[Saved data entries]
────────
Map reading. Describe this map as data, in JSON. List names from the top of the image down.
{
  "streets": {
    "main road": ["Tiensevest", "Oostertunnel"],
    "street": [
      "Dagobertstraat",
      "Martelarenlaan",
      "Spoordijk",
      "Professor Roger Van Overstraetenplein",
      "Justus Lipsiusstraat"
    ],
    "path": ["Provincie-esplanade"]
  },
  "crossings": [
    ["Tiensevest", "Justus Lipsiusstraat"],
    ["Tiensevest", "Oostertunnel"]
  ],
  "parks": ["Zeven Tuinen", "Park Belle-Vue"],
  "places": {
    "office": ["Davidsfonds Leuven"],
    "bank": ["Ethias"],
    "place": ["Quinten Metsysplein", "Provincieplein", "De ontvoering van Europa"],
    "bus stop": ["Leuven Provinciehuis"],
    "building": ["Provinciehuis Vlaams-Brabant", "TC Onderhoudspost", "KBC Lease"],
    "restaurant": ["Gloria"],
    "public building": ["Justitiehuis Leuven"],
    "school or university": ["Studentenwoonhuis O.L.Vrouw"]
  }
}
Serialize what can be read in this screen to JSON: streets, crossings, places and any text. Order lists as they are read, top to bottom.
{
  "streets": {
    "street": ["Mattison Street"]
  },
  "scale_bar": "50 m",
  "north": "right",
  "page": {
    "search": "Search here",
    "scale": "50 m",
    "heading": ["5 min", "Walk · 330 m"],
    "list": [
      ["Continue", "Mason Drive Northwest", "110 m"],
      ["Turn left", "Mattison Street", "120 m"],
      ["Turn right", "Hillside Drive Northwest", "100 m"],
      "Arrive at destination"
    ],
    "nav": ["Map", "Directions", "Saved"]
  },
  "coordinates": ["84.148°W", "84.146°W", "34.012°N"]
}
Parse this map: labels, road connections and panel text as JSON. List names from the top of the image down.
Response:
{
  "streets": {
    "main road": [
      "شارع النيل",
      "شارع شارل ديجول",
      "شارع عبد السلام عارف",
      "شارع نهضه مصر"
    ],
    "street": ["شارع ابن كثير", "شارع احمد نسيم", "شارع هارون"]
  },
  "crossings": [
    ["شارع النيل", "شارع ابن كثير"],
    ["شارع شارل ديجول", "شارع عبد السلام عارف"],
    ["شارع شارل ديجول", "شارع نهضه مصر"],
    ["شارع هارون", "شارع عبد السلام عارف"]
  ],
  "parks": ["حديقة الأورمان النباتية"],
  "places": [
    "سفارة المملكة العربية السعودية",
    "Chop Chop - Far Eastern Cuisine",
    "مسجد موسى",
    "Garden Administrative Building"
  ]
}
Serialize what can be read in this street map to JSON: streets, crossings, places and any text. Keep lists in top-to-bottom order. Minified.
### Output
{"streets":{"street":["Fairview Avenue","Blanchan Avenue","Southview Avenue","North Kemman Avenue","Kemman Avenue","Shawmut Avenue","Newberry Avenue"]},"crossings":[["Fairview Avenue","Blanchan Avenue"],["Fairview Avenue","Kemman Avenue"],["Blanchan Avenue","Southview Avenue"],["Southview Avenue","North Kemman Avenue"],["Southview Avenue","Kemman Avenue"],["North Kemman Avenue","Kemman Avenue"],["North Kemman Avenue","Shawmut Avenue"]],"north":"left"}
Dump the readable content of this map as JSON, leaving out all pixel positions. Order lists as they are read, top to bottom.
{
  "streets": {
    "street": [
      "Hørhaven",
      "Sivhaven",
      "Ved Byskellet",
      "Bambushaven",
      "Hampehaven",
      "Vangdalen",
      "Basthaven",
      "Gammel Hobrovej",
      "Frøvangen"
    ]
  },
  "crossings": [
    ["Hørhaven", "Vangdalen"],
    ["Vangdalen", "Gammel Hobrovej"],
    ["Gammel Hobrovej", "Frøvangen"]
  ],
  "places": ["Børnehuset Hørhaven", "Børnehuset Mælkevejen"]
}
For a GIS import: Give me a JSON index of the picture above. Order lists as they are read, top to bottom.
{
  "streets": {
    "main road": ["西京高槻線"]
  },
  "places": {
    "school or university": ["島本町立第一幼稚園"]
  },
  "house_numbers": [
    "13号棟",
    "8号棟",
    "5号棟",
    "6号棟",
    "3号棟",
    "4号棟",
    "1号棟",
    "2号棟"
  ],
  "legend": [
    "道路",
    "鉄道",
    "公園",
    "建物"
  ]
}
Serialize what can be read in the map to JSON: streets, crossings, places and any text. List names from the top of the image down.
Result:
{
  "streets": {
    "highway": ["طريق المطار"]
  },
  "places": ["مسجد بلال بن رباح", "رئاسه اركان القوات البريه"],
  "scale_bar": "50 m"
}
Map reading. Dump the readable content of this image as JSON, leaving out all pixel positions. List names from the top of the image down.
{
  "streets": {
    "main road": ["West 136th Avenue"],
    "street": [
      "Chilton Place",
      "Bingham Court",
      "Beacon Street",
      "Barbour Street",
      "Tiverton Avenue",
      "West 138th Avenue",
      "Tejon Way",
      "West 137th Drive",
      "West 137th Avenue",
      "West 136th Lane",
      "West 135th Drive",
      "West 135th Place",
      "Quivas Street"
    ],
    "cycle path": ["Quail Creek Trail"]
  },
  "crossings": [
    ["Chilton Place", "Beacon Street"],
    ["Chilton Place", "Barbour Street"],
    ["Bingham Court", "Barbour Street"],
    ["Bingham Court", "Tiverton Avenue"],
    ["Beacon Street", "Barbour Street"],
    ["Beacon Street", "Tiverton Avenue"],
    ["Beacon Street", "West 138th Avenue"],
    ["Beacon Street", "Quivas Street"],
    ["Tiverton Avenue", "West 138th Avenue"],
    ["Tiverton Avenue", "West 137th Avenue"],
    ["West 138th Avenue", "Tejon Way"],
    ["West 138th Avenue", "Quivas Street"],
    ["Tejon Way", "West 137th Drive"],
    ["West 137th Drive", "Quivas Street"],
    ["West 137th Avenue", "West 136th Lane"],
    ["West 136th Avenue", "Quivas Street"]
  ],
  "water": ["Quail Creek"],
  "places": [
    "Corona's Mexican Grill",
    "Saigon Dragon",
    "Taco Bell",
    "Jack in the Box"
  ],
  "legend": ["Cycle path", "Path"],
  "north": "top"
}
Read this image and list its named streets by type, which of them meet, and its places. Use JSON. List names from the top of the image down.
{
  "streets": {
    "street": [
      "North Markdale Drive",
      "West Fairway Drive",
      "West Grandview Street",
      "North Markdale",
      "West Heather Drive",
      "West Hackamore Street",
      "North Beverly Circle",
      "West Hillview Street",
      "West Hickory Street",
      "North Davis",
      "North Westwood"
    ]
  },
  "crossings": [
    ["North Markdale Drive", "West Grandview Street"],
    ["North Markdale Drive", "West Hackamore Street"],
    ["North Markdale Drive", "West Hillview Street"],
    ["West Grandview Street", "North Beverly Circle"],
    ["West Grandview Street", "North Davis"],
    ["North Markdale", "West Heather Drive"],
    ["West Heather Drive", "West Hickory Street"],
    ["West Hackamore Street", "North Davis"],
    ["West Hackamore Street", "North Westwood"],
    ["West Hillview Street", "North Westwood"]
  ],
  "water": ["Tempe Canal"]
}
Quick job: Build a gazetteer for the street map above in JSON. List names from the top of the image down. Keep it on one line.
────────
Your assignment: Would you transcribe the data above exactly as it stands?

Solution to the problem:
Map reading. Describe this map as data, in JSON. List names from the top of the image down.
{
  "streets": {
    "main road": ["Tiensevest", "Oostertunnel"],
    "street": [
      "Dagobertstraat",
      "Martelarenlaan",
      "Spoordijk",
      "Professor Roger Van Overstraetenplein",
      "Justus Lipsiusstraat"
    ],
    "path": ["Provincie-esplanade"]
  },
  "crossings": [
    ["Tiensevest", "Justus Lipsiusstraat"],
    ["Tiensevest", "Oostertunnel"]
  ],
  "parks": ["Zeven Tuinen", "Park Belle-Vue"],
  "places": {
    "office": ["Davidsfonds Leuven"],
    "bank": ["Ethias"],
    "place": ["Quinten Metsysplein", "Provincieplein", "De ontvoering van Europa"],
    "bus stop": ["Leuven Provinciehuis"],
    "building": ["Provinciehuis Vlaams-Brabant", "TC Onderhoudspost", "KBC Lease"],
    "restaurant": ["Gloria"],
    "public building": ["Justitiehuis Leuven"],
    "school or university": ["Studentenwoonhuis O.L.Vrouw"]
  }
}
Serialize what can be read in this screen to JSON: streets, crossings, places and any text. Order lists as they are read, top to bottom.
{
  "streets": {
    "street": ["Mattison Street"]
  },
  "scale_bar": "50 m",
  "north": "right",
  "page": {
    "search": "Search here",
    "scale": "50 m",
    "heading": ["5 min", "Walk · 330 m"],
    "list": [
      ["Continue", "Mason Drive Northwest", "110 m"],
      ["Turn left", "Mattison Street", "120 m"],
      ["Turn right", "Hillside Drive Northwest", "100 m"],
      "Arrive at destination"
    ],
    "nav": ["Map", "Directions", "Saved"]
  },
  "coordinates": ["84.148°W", "84.146°W", "34.012°N"]
}
Parse this map: labels, road connections and panel text as JSON. List names from the top of the image down.
Response:
{
  "streets": {
    "main road": [
      "شارع النيل",
      "شارع شارل ديجول",
      "شارع عبد السلام عارف",
      "شارع نهضه مصر"
    ],
    "street": ["شارع ابن كثير", "شارع احمد نسيم", "شارع هارون"]
  },
  "crossings": [
    ["شارع النيل", "شارع ابن كثير"],
    ["شارع شارل ديجول", "شارع عبد السلام عارف"],
    ["شارع شارل ديجول", "شارع نهضه مصر"],
    ["شارع هارون", "شارع عبد السلام عارف"]
  ],
  "parks": ["حديقة الأورمان النباتية"],
  "places": [
    "سفارة المملكة العربية السعودية",
    "Chop Chop - Far Eastern Cuisine",
    "مسجد موسى",
    "Garden Administrative Building"
  ]
}
Serialize what can be read in this street map to JSON: streets, crossings, places and any text. Keep lists in top-to-bottom order. Minified.
### Output
{"streets":{"street":["Fairview Avenue","Blanchan Avenue","Southview Avenue","North Kemman Avenue","Kemman Avenue","Shawmut Avenue","Newberry Avenue"]},"crossings":[["Fairview Avenue","Blanchan Avenue"],["Fairview Avenue","Kemman Avenue"],["Blanchan Avenue","Southview Avenue"],["Southview Avenue","North Kemman Avenue"],["Southview Avenue","Kemman Avenue"],["North Kemman Avenue","Kemman Avenue"],["North Kemman Avenue","Shawmut Avenue"]],"north":"left"}
Dump the readable content of this map as JSON, leaving out all pixel positions. Order lists as they are read, top to bottom.
{
  "streets": {
    "street": [
      "Hørhaven",
      "Sivhaven",
      "Ved Byskellet",
      "Bambushaven",
      "Hampehaven",
      "Vangdalen",
      "Basthaven",
      "Gammel Hobrovej",
      "Frøvangen"
    ]
  },
  "crossings": [
    ["Hørhaven", "Vangdalen"],
    ["Vangdalen", "Gammel Hobrovej"],
    ["Gammel Hobrovej", "Frøvangen"]
  ],
  "places": ["Børnehuset Hørhaven", "Børnehuset Mælkevejen"]
}
For a GIS import: Give me a JSON index of the picture above. Order lists as they are read, top to bottom.
{
  "streets": {
    "main road": ["西京高槻線"]
  },
  "places": {
    "school or university": ["島本町立第一幼稚園"]
  },
  "house_numbers": [
    "13号棟",
    "8号棟",
    "5号棟",
    "6号棟",
    "3号棟",
    "4号棟",
    "1号棟",
    "2号棟"
  ],
  "legend": [
    "道路",
    "鉄道",
    "公園",
    "建物"
  ]
}
Serialize what can be read in the map to JSON: streets, crossings, places and any text. List names from the top of the image down.
Result:
{
  "streets": {
    "highway": ["طريق المطار"]
  },
  "places": ["مسجد بلال بن رباح", "رئاسه اركان القوات البريه"],
  "scale_bar": "50 m"
}
Map reading. Dump the readable content of this image as JSON, leaving out all pixel positions. List names from the top of the image down.
{
  "streets": {
    "main road": ["West 136th Avenue"],
    "street": [
      "Chilton Place",
      "Bingham Court",
      "Beacon Street",
      "Barbour Street",
      "Tiverton Avenue",
      "West 138th Avenue",
      "Tejon Way",
      "West 137th Drive",
      "West 137th Avenue",
      "West 136th Lane",
      "West 135th Drive",
      "West 135th Place",
      "Quivas Street"
    ],
    "cycle path": ["Quail Creek Trail"]
  },
  "crossings": [
    ["Chilton Place", "Beacon Street"],
    ["Chilton Place", "Barbour Street"],
    ["Bingham Court", "Barbour Street"],
    ["Bingham Court", "Tiverton Avenue"],
    ["Beacon Street", "Barbour Street"],
    ["Beacon Street", "Tiverton Avenue"],
    ["Beacon Street", "West 138th Avenue"],
    ["Beacon Street", "Quivas Street"],
    ["Tiverton Avenue", "West 138th Avenue"],
    ["Tiverton Avenue", "West 137th Avenue"],
    ["West 138th Avenue", "Tejon Way"],
    ["West 138th Avenue", "Quivas Street"],
    ["Tejon Way", "West 137th Drive"],
    ["West 137th Drive", "Quivas Street"],
    ["West 137th Avenue", "West 136th Lane"],
    ["West 136th Avenue", "Quivas Street"]
  ],
  "water": ["Quail Creek"],
  "places": [
    "Corona's Mexican Grill",
    "Saigon Dragon",
    "Taco Bell",
    "Jack in the Box"
  ],
  "legend": ["Cycle path", "Path"],
  "north": "top"
}
Read this image and list its named streets by type, which of them meet, and its places. Use JSON. List names from the top of the image down.
{
  "streets": {
    "street": [
      "North Markdale Drive",
      "West Fairway Drive",
      "West Grandview Street",
      "North Markdale",
      "West Heather Drive",
      "West Hackamore Street",
      "North Beverly Circle",
      "West Hillview Street",
      "West Hickory Street",
      "North Davis",
      "North Westwood"
    ]
  },
  "crossings": [
    ["North Markdale Drive", "West Grandview Street"],
    ["North Markdale Drive", "West Hackamore Street"],
    ["North Markdale Drive", "West Hillview Street"],
    ["West Grandview Street", "North Beverly Circle"],
    ["West Grandview Street", "North Davis"],
    ["North Markdale", "West Heather Drive"],
    ["West Heather Drive", "West Hickory Street"],
    ["West Hackamore Street", "North Davis"],
    ["West Hackamore Street", "North Westwood"],
    ["West Hillview Street", "North Westwood"]
  ],
  "water": ["Tempe Canal"]
}
Quick job: Build a gazetteer for the street map above in JSON. List names from the top of the image down. Keep it on one line.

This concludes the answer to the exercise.